Vedete, ogni tanto salta fuori qualche “bella anima” di storico tricolorista, il quale non manca di sottolineae l’incosistenza dello stato marchesco, un conglomerato di città riottose, sotto il tallone della “Dominante”. nulla di più falso. Dalla guerra di Cambray, a Lepanto. alle rivolte dei “marcolini” nel 1797, al discorso di Perasto, è tutto un continua affettuosa testimonianza di affetto filiale alla Patria Veneta e al suo Principe, il doge dei veneti da parte della popolazione intera.

ecco quanto scrive  Zereich Princivalle:

“Il quadro che riproduce la Battaglia di Lepanto (m. 4,50 x 4,50), ad olio su tela, appeso alla parete sinistra nella prima campata – già sopra la porta laterale rivolta a mezzogiorno – a prescindere dal suo valore artistico, fu giudicato assai interessante da Guido Antonio Quarti, ben noto scrittore di storia navale, che lo pubblicò per primo, credo, quale opera di ignoto autore in uno dei suoi volumi.

Egli, scrivendo al Giacomelli, rilevava che il pittore doveva avere una notevole conoscenza storica della battaglia, che è riprodotta, come realmente avvenne, con le galee in combattimento a gruppi.

“In primo piano è la flotta di Venezia al comando di Sebastiano Venier; più sopra quella di Spagna sotto Don Giovanni d’Austria.
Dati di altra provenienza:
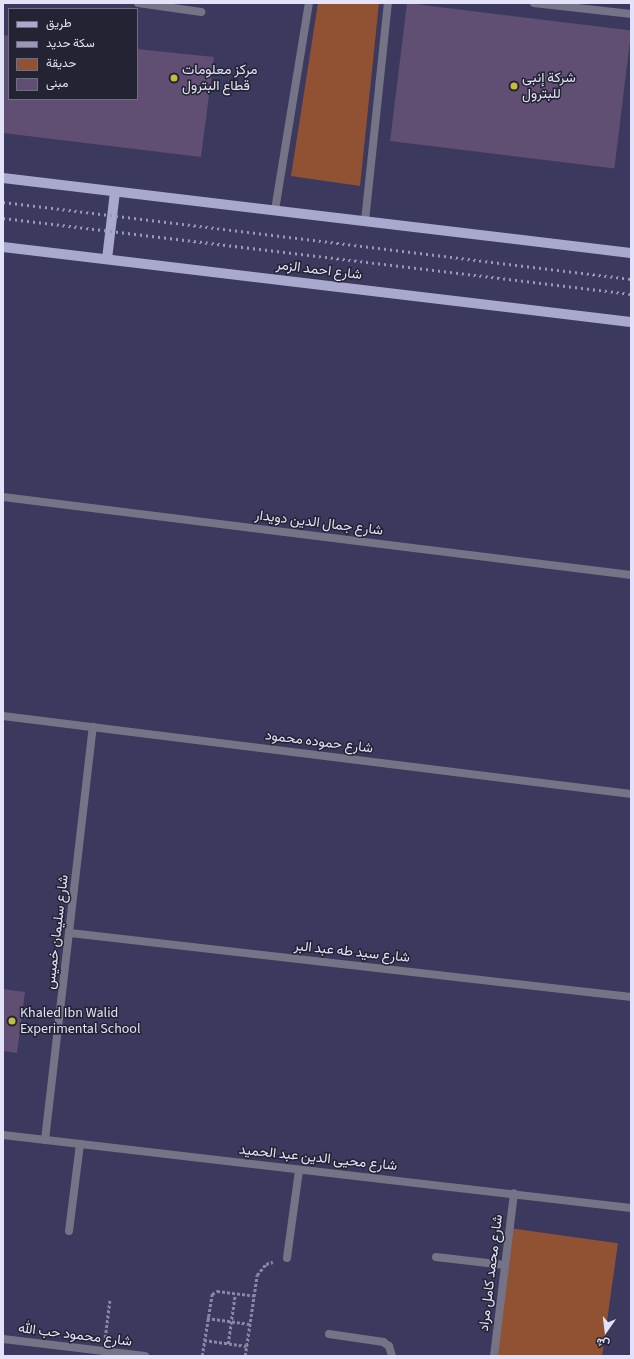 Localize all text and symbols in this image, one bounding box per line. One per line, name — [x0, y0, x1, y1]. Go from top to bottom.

Un gruppo centrale riproduce il ricupero della capitana di Malta. E’ ben distinta a destra la fuga di Portaù pascià (barchetta che si salva attraverso le galee).

Sopra, a sinistra, la squadra di soccorso del march. di Santa Croce. Poi il particolare di Occhialì (Uluzzalì) che fugge dopo essersi affrontato con Giovanni Andrea Doria, riparadosi con poche galee alla Prevesa. In alto, a destra, è Lepanto con i due Castelli alla bocca del golfo; a sinistra, su nuvola, la Madonna del Rosario con Santa Giustina.

Il pittore doveva avere perfetta conoscenza dei fatti, perchè è anche da notare che tutte le galee cristiane hanno le vele ammainate; il mare è abbonacciato in favore delle armi crocesegnate; sono esatte le varie bandiere con i colori di raggruppamento e con gli stemmi particolari. Interessanti per l’archeologia navale sono le strutture delle galee, con la dimostrazione, non chiara altrove, dei banchi da rematori sporgenti dai fianchi delle stesse.

Il nostro quadro sembrerebbe appartenere ad un pittore, formatosi appunto in tale ambiente; e verrebbe da pensare ad Antonio Vassilacchi, detto l’Aliense (1556 – 1629), figlio di un proprietario di navi, oriundo dell’isola di Milo, che fornì di vettovaglie l’armata cristiana nella querra del 1571, il quale dipinse per Montagnana anche un’altra tela “Il Salvatore e i Santi Protettori” ed amò trattare varie composizioni affollate di personaggi e diversi soggetti di battaglie terrestri e navali, compresa pure quella di Lepanto, come ad esempio negli affreschi – attribuitagli dalla Boccassini – della villa Barbarigo di Noventa Vicentina, presso Montagnana”.